_Problem description_
Provide the number of lines of the records that include "shadow", with no other content.

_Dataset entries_
/---
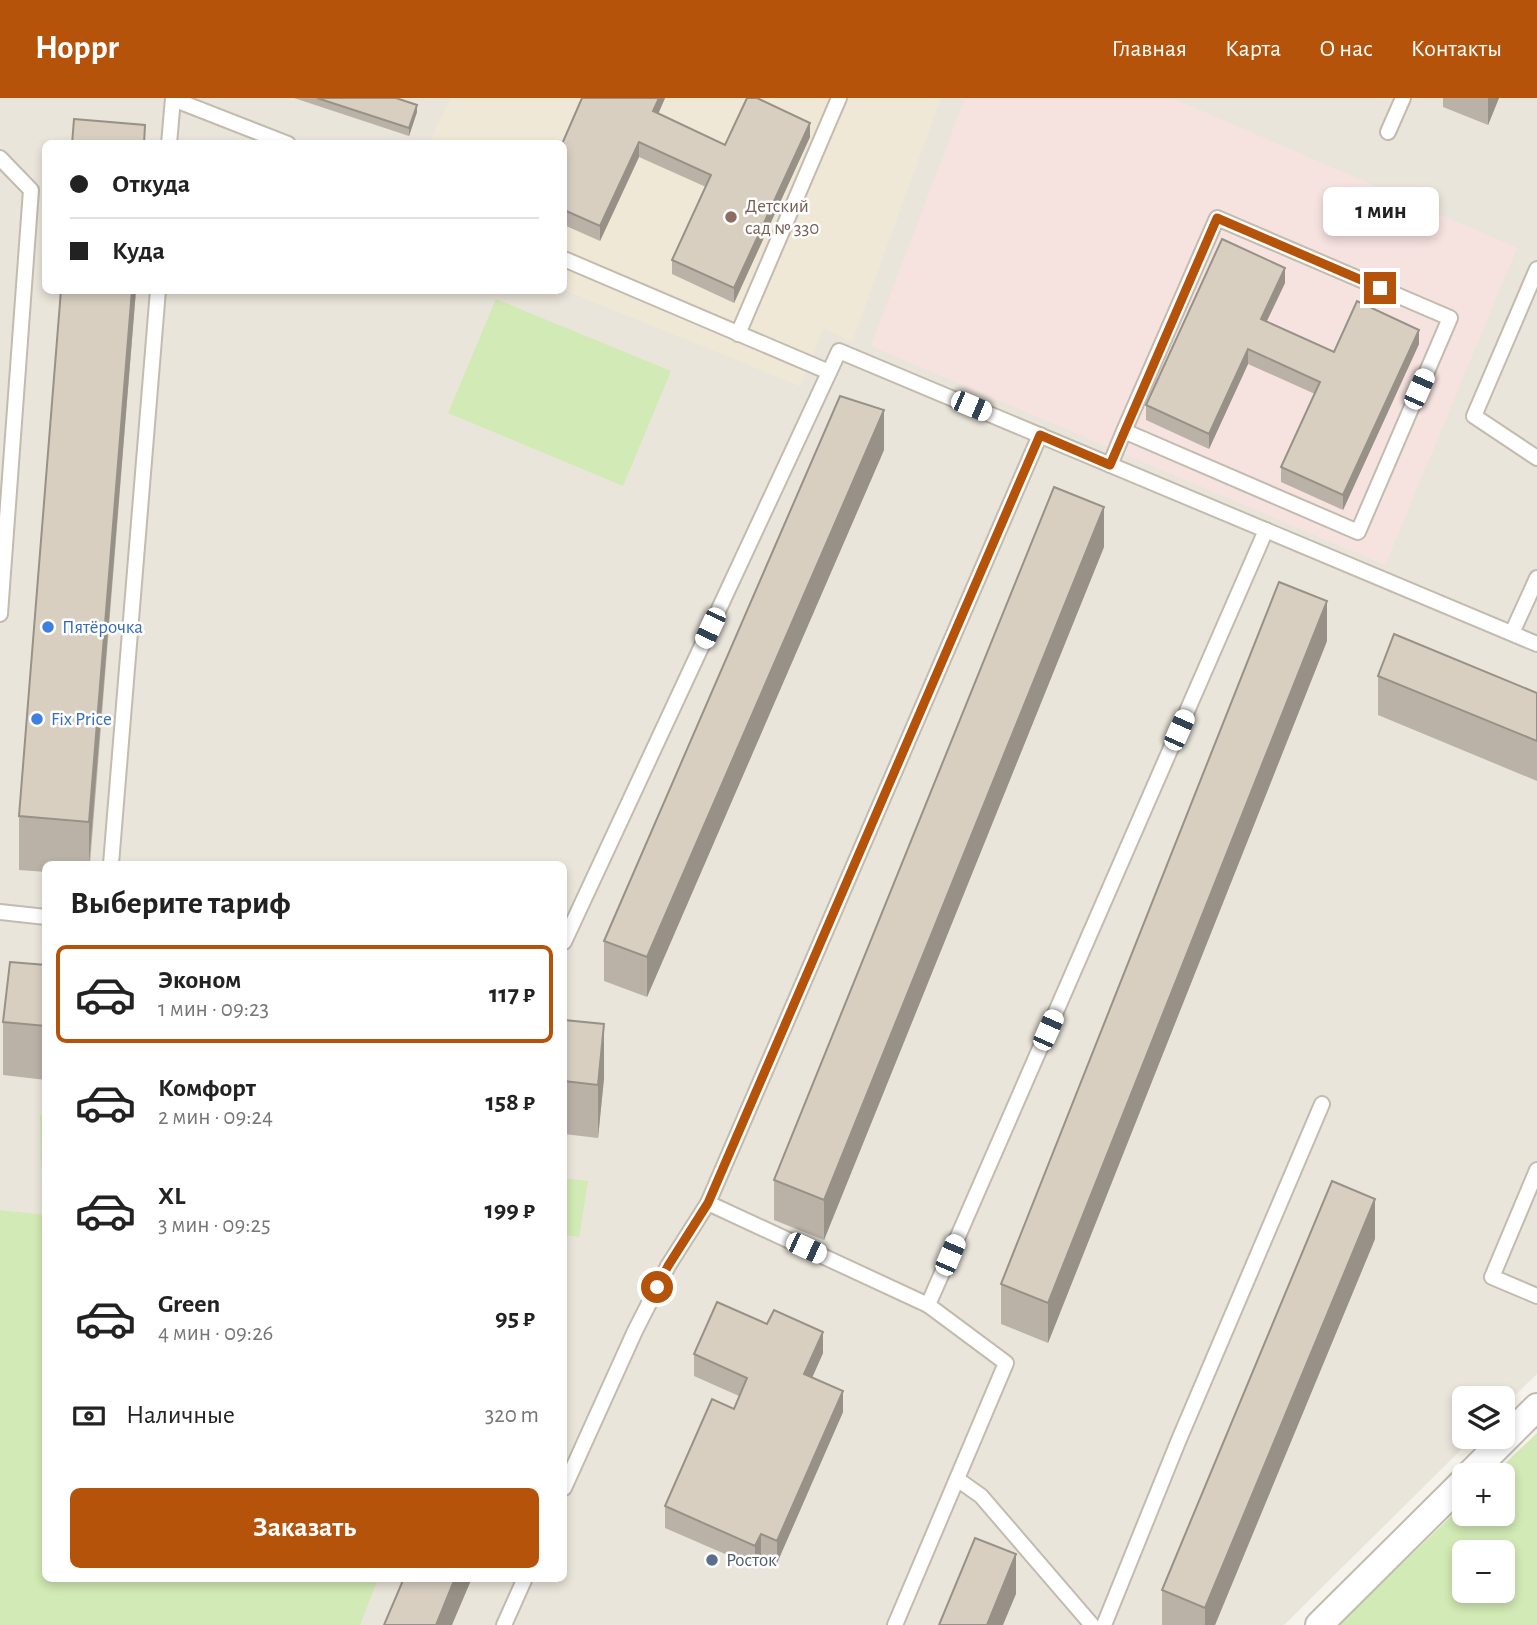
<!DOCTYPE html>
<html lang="ru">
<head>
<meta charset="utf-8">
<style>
  body { margin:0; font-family:"Alegreya Sans",sans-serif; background:#f6f6f6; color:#222; height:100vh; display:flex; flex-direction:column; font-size:26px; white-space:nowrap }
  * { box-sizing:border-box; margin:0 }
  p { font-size:23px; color:#767676 }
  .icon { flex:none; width:38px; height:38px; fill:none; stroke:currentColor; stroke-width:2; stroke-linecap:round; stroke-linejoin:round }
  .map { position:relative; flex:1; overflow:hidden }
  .drawer { position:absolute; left:42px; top:763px; width:525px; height:721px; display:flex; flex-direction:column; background:#fff; border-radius:10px; box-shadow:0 4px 10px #0003 }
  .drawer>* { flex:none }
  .guide { position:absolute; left:42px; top:42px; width:525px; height:154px; border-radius:10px; box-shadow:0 4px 10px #0003; display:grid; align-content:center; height:154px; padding:0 28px; background:#fff }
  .tools { position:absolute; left:1452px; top:1288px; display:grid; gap:14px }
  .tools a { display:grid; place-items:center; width:63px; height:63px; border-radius:10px; background:#fff; box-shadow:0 4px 10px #0003; font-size:35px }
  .end { position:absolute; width:32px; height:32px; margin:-16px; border:9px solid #b45309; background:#fff; box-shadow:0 0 0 4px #fff }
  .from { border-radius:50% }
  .bubble { position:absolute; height:49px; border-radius:10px; background:#fff; box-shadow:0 4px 10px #0003; font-size:23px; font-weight:600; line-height:49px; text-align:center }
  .car { position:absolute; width:21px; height:42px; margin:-21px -10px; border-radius:9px; box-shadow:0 0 5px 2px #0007; background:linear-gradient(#fff 24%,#345 0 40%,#fff 0 76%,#345 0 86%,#fff 0) }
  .guide b { display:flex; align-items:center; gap:24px; height:66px; font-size:26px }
  .guide b+b { border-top:2px solid #e0e0e0 }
  .guide i { width:18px; height:18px; background:#222 }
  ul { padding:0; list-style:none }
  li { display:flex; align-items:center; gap:21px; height:98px; margin:0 14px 10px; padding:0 14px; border:4px solid transparent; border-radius:10px }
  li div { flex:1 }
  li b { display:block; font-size:26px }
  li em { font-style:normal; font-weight:600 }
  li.on { border-color:#b45309 }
  li>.icon { width:63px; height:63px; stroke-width:1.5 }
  h2 { padding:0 28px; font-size:32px; line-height:84px }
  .pay { display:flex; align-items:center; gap:18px; height:77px; padding:0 28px; font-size:26px }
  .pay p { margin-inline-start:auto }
  .cta { display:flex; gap:14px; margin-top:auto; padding:14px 28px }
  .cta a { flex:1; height:80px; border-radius:10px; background:#b45309; color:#fff; font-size:28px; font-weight:600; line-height:80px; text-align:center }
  header { display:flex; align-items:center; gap:42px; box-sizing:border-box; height:98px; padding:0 35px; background:#b45309; color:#fff }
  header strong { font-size:33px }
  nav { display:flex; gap:38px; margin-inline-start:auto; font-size:24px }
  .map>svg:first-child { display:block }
</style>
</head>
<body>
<header>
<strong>Hoppr</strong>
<nav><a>Главная</a><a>Карта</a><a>О нас</a><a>Контакты</a></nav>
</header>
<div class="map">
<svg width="1537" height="1527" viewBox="0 0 1537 1527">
  <rect width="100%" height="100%" fill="#f6f3ec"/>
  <!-- residential -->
  <path fill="#eae5da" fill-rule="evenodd" d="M 0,0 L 1537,0 L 1537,1276 L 1503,1309 L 1503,1300 L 1465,1300 L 1465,1339 L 1474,1339 L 1284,1527 L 0,1527 ZM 46,46 L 564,46 L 564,192 L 46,192 ZM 46,766 L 564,766 L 564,1480 L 46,1480 Z"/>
  <!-- education -->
  <polygon fill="#efe8d6" points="450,0 941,0 852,244 824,230 800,288 564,192 564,46 429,46"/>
  <!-- medical -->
  <polygon fill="#f6e3e0" points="965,0 1172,0 1517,150 1385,467 871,248"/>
  <!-- green -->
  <g fill="#d2eab5" fill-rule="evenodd">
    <polygon points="496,201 671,273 623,388 448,315"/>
    <polygon points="40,1017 45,1018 45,1071 41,1071"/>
    <polygon points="564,1080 588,1083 579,1139 564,1137"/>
    <polygon points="0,1112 45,1117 46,1480 378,1481 360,1527 0,1527"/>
    <path d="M 1537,1335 L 1537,1527 L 1338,1527 L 1465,1405 L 1465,1416 L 1503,1416 L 1503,1377 L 1493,1377 ZM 1503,1454 L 1503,1493 L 1465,1493 L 1465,1454 Z"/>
  </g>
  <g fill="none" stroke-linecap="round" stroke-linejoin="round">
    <!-- service casing -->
    <g stroke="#c2bbae" stroke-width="18">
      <g id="service">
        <polyline points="173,1 288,46"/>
        <polyline points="1388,34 1403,0"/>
        <polyline points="169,46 173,0"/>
        <polyline points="0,60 31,92 0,516"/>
        <polyline points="564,161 829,274"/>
        <polyline points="1537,171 1474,318 1537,360"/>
        <polyline points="738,236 839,0"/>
        <polyline points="1110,367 1124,333 1217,120 1450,220 1358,434 1124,333"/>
        <polyline points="1512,535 1537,480"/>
        <polyline points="111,766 158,192"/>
        <polyline points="0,814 46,819"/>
        <polyline points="564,844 839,253 1537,546"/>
        <polyline points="1537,1072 1492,1179 1537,1198"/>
        <polyline points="708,1105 928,1207"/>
        <polyline points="957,1381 981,1398 1092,1527"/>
        <polyline points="564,1390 635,1233 668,1168 708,1105 1040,337"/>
        <polyline points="504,1527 525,1480"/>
        <polyline points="895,1527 1006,1265 928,1207 1266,432"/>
        <polyline points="1104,1527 1178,1344 1322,1006"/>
      </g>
    </g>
    <!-- minor casing -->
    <g stroke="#c2bbae" stroke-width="30">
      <g id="minor">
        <polyline points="1469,1377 1537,1309"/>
        <polyline points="1319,1527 1465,1382"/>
      </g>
    </g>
    <!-- service -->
    <use href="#service" stroke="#fff" stroke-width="14"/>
    <!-- minor -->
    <use href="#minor" stroke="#fff" stroke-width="26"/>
  </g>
  <!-- wall -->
  <g fill="#bab2a6">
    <polygon points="294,0 396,0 417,14 409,38"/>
    <polygon points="582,0 665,0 658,16 725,47 810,39 734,205 672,176 672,162 706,89 639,59 600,143 564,127 564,46"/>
    <polygon points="1443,0 1499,0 1488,27 1443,9"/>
    <polygon points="1285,185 1267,223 1334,254 1419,246 1343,412 1281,384 1281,369 1315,296 1248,266 1209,351 1146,322 1146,307"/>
    <polygon points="136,192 90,766 46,766 46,774 19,772 19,718"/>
    <polygon points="884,352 647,899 604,883 604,843"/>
    <polygon points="1104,449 824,1142 774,1122 774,1082"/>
    <polygon points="1327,543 1048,1245 1001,1226 1001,1186"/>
    <polygon points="1378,578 1537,595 1537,683 1378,617"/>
    <polygon points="46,867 46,982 3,977 3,924"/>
    <polygon points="564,922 604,980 598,1040 564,1036"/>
    <polygon points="1375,1141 1215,1527 1162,1527 1162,1492"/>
    <polygon points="823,1255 812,1280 843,1314 777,1465 761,1457 755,1469 665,1430 665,1408 734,1311 739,1298 694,1278 694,1256"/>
  </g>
  <!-- shaded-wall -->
  <g fill="#979187">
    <polygon points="659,0 665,0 653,28 653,13"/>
    <polygon points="1488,0 1499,0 1488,27"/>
    <polygon points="417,7 417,14 409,38 409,30"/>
    <polygon points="810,25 810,39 734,205 734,190"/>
    <polygon points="639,44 639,59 600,143 600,128"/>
    <polygon points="1285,170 1285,185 1261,235 1261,221"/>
    <polygon points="132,192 136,192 89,766 89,724"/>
    <polygon points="1419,232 1419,246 1343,412 1343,397"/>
    <polygon points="1248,251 1248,266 1209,351 1209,336"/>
    <polygon points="884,312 884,352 647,899 647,859"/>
    <polygon points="1104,409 1104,449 824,1142 824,1102"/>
    <polygon points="1327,503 1327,543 1048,1245 1048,1205"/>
    <polygon points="604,926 604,980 598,1040 598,987"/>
    <polygon points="1375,1101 1375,1141 1215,1527 1205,1527 1205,1510"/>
    <polygon points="823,1234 823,1255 804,1298 804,1276"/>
    <polygon points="843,1293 843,1314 777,1465 777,1443"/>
    <polygon points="761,1436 761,1457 755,1469 755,1448"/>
    <polygon points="1016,1456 1016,1496 1003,1527 987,1527"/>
    <polygon points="455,1480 472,1480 452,1527 436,1527"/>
  </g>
  <!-- building -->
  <g fill="#d8cfc1" stroke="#979187" stroke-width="2">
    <polygon points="317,0 396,0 417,7 409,30"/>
    <polygon points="582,0 659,0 653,13 725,47 747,0 757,0 810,25 734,190 672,162 711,77 639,44 600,128 564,112 564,46 562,46"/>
    <polygon points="74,21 145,27 144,46 72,46"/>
    <polygon points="1222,141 1285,170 1261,221 1334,254 1357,203 1419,232 1343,397 1281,369 1320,284 1248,251 1209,336 1146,307"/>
    <polygon points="61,192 132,192 89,724 19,718"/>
    <polygon points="840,298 884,312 647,859 604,843"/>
    <polygon points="1054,389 1104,409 824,1102 774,1082"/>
    <polygon points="1279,484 1327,503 1048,1205 1001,1186"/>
    <polygon points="1394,536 1537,595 1537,643 1378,578"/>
    <polygon points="10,864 46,867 46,928 3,924"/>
    <polygon points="564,922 604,926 598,987 564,983"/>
    <polygon points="1332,1083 1375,1101 1205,1510 1162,1492"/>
    <polygon points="717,1204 767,1226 774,1212 823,1234 804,1276 843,1293 777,1443 761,1436 755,1448 665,1408 712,1301 734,1311 747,1280 694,1256"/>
    <polygon points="975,1440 1016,1456 987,1527 939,1527"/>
    <polygon points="404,1480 455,1480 436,1527 384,1527"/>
  </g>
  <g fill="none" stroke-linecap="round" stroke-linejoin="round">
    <!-- route -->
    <polyline stroke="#b45309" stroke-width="9" points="657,1189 668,1168 708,1105 1040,337 1110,367 1217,120 1380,190"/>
  </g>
  <!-- markers -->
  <circle fill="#8d6e63" stroke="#fff" stroke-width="2.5" cx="731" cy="119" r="7"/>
  <g fill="#3f7fe0" stroke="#fff" stroke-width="2.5">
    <circle cx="48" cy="529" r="7"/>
    <circle cx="37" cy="621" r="7"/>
  </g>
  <circle fill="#5c6f8a" stroke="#fff" stroke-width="2.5" cx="712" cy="1462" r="7"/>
  <g text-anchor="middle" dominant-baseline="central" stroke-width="5" stroke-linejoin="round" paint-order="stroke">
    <!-- education labels -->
    <g font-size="19" fill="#785e54" stroke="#fff" text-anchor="start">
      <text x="745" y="108">Детский<tspan x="745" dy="22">сад № 330</tspan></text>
    </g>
    <!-- shop labels -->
    <g font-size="19" fill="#366cbe" stroke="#fff" text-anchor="start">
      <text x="62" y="529">Пятёрочка</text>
      <text x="51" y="621">Fix Price</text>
    </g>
    <!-- service labels -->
    <g font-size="19" fill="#4e5e75" stroke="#fff" text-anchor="start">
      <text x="726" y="1462">Росток</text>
    </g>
  </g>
</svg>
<div class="tools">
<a><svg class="icon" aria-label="layers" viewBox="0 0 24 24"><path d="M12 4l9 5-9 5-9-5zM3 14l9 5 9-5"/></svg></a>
<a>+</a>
<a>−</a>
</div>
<i class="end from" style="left:657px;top:1189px"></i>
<i class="end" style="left:1380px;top:190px"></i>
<div class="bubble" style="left:1323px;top:89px;width:116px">1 мин</div>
<i class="car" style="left:1419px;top:291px;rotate:24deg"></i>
<i class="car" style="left:971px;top:308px;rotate:113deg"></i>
<i class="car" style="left:710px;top:530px;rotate:205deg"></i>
<i class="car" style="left:1179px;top:632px;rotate:24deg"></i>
<i class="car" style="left:1048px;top:932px;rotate:24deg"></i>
<i class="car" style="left:806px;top:1150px;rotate:115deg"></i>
<i class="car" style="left:950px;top:1157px;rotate:23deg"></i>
<div class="guide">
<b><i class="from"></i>Откуда</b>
<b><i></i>Куда</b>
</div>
<section class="drawer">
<h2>Выберите тариф</h2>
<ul>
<li class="on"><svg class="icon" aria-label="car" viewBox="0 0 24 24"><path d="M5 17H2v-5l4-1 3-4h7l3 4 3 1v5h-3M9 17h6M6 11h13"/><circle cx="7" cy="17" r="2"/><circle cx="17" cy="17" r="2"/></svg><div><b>Эконом</b><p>1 мин · 09:23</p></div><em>117 ₽</em></li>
<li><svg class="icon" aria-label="car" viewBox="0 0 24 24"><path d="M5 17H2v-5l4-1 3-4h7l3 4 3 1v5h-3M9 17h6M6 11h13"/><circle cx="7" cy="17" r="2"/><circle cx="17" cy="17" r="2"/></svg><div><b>Комфорт</b><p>2 мин · 09:24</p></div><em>158 ₽</em></li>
<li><svg class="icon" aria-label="car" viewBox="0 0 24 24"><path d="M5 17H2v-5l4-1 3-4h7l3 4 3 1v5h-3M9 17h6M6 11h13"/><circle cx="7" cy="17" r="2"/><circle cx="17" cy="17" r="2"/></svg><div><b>XL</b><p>3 мин · 09:25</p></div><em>199 ₽</em></li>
<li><svg class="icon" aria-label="car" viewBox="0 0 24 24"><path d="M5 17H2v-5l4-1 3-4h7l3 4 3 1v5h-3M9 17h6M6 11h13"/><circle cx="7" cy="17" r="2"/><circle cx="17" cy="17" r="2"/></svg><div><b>Green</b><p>4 мин · 09:26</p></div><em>95 ₽</em></li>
</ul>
<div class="pay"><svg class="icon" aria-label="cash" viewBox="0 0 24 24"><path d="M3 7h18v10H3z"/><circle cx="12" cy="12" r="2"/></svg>Наличные<p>320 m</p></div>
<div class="cta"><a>Заказать</a></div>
</section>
</div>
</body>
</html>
\---
_Response area_
6